Task description:
Please copy out every line in the records below that includes the word "header".

Given records:
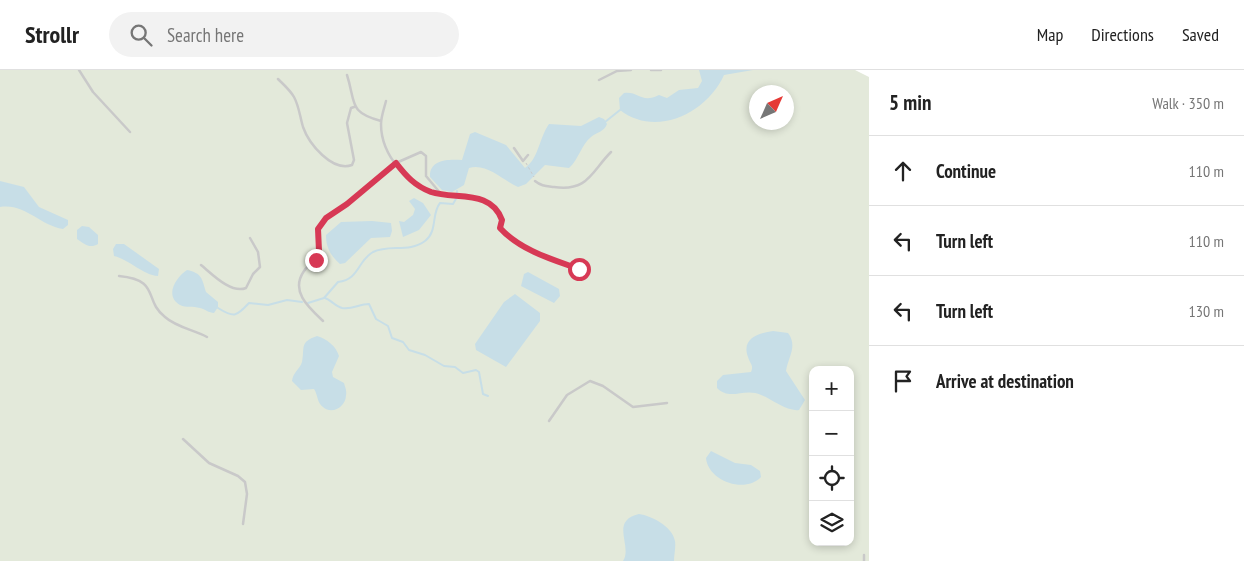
<!DOCTYPE html>
<html lang="en">
<head>
<meta charset="utf-8">
<style>
  :root { --surface:#fff; --page:#f2f2f2; --text:#222; --muted:#767676; --line:#e0e0e0 }
  body { margin:0; font-family:"PT Sans Narrow",sans-serif; background:var(--page); color:var(--text) }
  .controls { position:absolute; right:15px; bottom:15px; display:grid; overflow:hidden; border-radius:10px; box-shadow:0 2px 8px #0003 }
  .controls button { width:45px; height:45px; display:grid; place-items:center; padding:0; border:0; border-bottom:1px solid var(--line); background:var(--surface); color:var(--text); font:25px sans-serif }
  .compass { position:absolute; left:749px; top:15px; width:45px; height:45px; border-radius:50%; background:var(--surface); box-shadow:0 2px 8px #0003; rotate:45deg }
  .stop { position:absolute; width:15px; height:15px; margin:-11px; border:4px solid #d73955; border-radius:50%; background:#fff }
  .stop.end { background:#d73955; border-color:#fff; box-shadow:0 1px 5px #0008 }
  .list { margin:0; padding:0; list-style:none }
  h2 { display:flex; justify-content:space-between; align-items:center; height:65px; margin:0; padding:0 20px; font-size:21px }
  h2 small { font-size:16px; font-weight:400; color:var(--muted) }
  .list li { display:grid; grid-template-columns:32px 1fr auto; gap:15px; align-items:center; box-sizing:border-box; height:70px; padding:0 20px; border-top:1px solid var(--line) }
  .list b { display:block; font-size:19px; white-space:nowrap }
  .list em { font-size:16px; font-style:normal; color:var(--muted) }
  .icon { flex:none; width:28px; height:28px; fill:none; stroke:currentColor; stroke-width:2; stroke-linecap:round; stroke-linejoin:round }
  .map { position:relative; flex:none; width:869px; height:491px; overflow:hidden }
  header { display:flex; align-items:center; gap:30px; box-sizing:border-box; height:70px; padding:0 25px; background:var(--surface); border-bottom:1px solid var(--line) }
  header strong { font-size:24px }
  nav { display:flex; gap:28px; margin-inline-start:auto; font-size:18px }
  .search { width:350px; height:45px; background:var(--page); display:flex; align-items:center; gap:12px; box-sizing:border-box; padding:0 18px; border-radius:28px; color:var(--muted); font-size:19px }
  main { display:flex }
  aside { flex:1; background:var(--surface) }
  .map>svg:first-child { display:block }
  .green { fill:#e3e9da; fill-rule:evenodd }
  .water { fill:#c7dee7 }
  .lines { fill:none; stroke-linecap:round; stroke-linejoin:round }
  .stream { stroke:#c7dee7; stroke-width:2 }
  .path { stroke:#c9c9c9; stroke-width:1; stroke-dasharray:2.5 2.5; stroke-linecap:butt }
  .lane { stroke:#c9c9c9; stroke-width:2.5 }
  .route { stroke:#d73955; stroke-width:6 }
</style>
</head>
<body>
<header>
<strong>Strollr</strong>
<div class="search"><svg class="icon" aria-label="search" viewBox="0 0 24 24"><circle cx="10" cy="10" r="6"/><path d="M15 15l6 6"/></svg>Search here</div>
<nav><a>Map</a><a>Directions</a><a>Saved</a></nav>
</header>
<main>
<div class="map">
<svg width="869" height="491" viewBox="0 0 869 491">
  <rect width="100%" height="100%" fill="#fff"/>
  <!-- green -->
  <path class="green" d="M0,0H855L869,7V491H0ZM756,22H786V52H756ZM813,300H850V472H813Z"/>
  <!-- water -->
  <path class="water" d="M699,0H753L724,5C707,43 656,68 620,40L619,28L624,23C639,21 641,34 659,25L667,28L679,20L698,18L702,11Z
    M599,47L604,49L607,54C604,62 597,62 591,67C581,75 579,89 569,98L545,95L526,114L518,117C502,110 487,93 469,98L464,115L452,122L442,120L430,107C429,89 449,89 462,90L470,64L475,62L506,75L525,98C539,88 539,68 549,54L581,56Z
    M0,111L24,117L39,137L68,150V155L63,159C39,155 25,133 0,137Z
    M414,128L423,133L431,145L419,160L403,167L399,151L404,152L413,145L415,139L409,131Z
    M372,151L391,153L392,161L390,167L371,168L345,193L340,194C330,185 326,177 326,165L341,152Z
    M82,156L89,157L98,165V174C90,179 84,174 77,169V160Z
    M116,174H124L159,199L158,206C143,205 130,190 114,186L113,179Z
    M187,200C202,203 202,209 206,222L218,232V237L214,243C209,243 205,239 200,238C193,236 186,238 180,235C164,226 176,207 187,200Z
    M528,202L559,219L560,226L554,233L521,216L524,204Z
    M515,224L540,243V251L506,297L476,280L475,274L504,232Z
    M773,261L788,263C798,276 788,287 786,301L805,330L799,340C785,342 769,326 755,323C741,320 729,330 717,318V311L723,305L751,302C754,295 750,294 748,287C741,268 759,263 773,261Z
    M317,266C327,269 336,276 339,286L332,302L333,307L344,313C345,317 347,321 346,325C346,337 332,345 323,337C317,333 318,325 314,319L301,320L292,311C293,302 300,299 302,292C305,278 299,272 317,266Z
    M711,381L735,393L751,395L760,401L761,407C745,424 708,411 706,388Z
    M639,444C652,446 672,456 675,471C676,477 674,485 674,491H623C633,476 609,451 639,444Z"/>
  <g class="lines">
    <!-- stream -->
    <path class="stream" d="M605,52L620,40
      M457,123V121
      M325,228C331,230 335,236 342,238C352,240 359,234 369,234L376,249L388,256L392,268L403,272L409,280L425,285L444,296L455,297L463,303L476,300L479,302L483,324L488,326
      M308,233L324,228L338,212C360,209 357,191 373,182C389,174 409,183 425,171C438,161 431,144 440,133L453,134L457,127
      M218,238C234,248 236,247 249,233L268,235L287,230L302,232"/>
    <!-- path -->
    <path class="path" d="M526,93L534,107"/>
    <!-- lane -->
    <path class="lane" d="M79,0L93,22L130,62
      M651,0H661
      M347,5C356,33 348,42 381,51
      M278,9C283,14 290,20 294,27C299,36 300,47 303,57C309,74 332,102 352,95L354,90L347,53L351,38L354,37
      M599,10L617,1L631,0
      M386,31C384,39 381,47 381,54C381,86 409,117 440,124
      M514,78L523,91L528,85
      M535,111C541,116 546,116 554,117C588,122 591,102 611,82
      M201,195C212,204 231,224 246,218L253,204L260,197L258,182L250,168
      M119,206C161,210 143,230 165,247C176,257 194,260 207,267
      M323,251C308,237 290,221 304,201C308,195 314,192 318,186L317,165L322,153L396,93L421,82L426,86V106L441,124C463,126 493,125 502,150L500,158C520,180 551,189 579,199
      M549,351L567,325L590,311L603,316L633,337L667,333
      M183,369L209,393L238,406L245,412L247,424L243,454
      M864,485V491"/>
  </g>
  <g class="lines">
    <!-- route -->
    <path class="route" d="M316,190L319,181L318,159L326,148L347,134L396,93C406,106 415,116 431,122C456,130 491,119 502,150L500,158C520,180 551,189 579,199"/>
  </g>
</svg>
<div class="controls">
<button>+</button>
<button>−</button>
<button><svg class="icon" aria-label="locate" viewBox="0 0 24 24"><circle cx="12" cy="12" r="6"/><path d="M12 2v4M12 18v4M2 12h4M18 12h4"/></svg></button>
<button><svg class="icon" aria-label="layers" viewBox="0 0 24 24"><path d="M12 4l9 5-9 5-9-5zM3 14l9 5 9-5"/></svg></button>
</div>
<svg class="compass" viewBox="-18 -18 36 36"><path d="M0-13l5 13h-10z" fill="#e53935"/><path d="M0 13l5-13h-10z" fill="#767676"/></svg>
<div class="stop" style="left:579px;top:199px"></div>
<div class="stop end" style="left:316px;top:190px"></div>
</div>
<aside>
<h2>5 min<small>Walk · 350 m</small></h2>
<ul class="list">
<li><svg class="icon" aria-label="ahead" viewBox="0 0 24 24"><path d="M12 20V5M6 11l6-6 6 6"/></svg><div><b>Continue</b></div><em>110 m</em></li>
<li><svg class="icon" aria-label="left" viewBox="0 0 24 24"><path d="M17 20v-9H6M10 6l-5 5 5 5"/></svg><div><b>Turn left</b></div><em>110 m</em></li>
<li><svg class="icon" aria-label="left" viewBox="0 0 24 24"><path d="M17 20v-9H6M10 6l-5 5 5 5"/></svg><div><b>Turn left</b></div><em>130 m</em></li>
<li><svg class="icon" aria-label="arrive" viewBox="0 0 24 24"><path d="M6 21V4h12l-3 4 3 4H6"/></svg><div><b>Arrive at destination</b></div></li>
</ul>
</aside>
</main>
</body>
</html>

Response:
  header { display:flex; align-items:center; gap:30px; box-sizing:border-box; height:70px; padding:0 25px; background:var(--surface); border-bottom:1px solid var(--line) }
  header strong { font-size:24px }
<header>
</header>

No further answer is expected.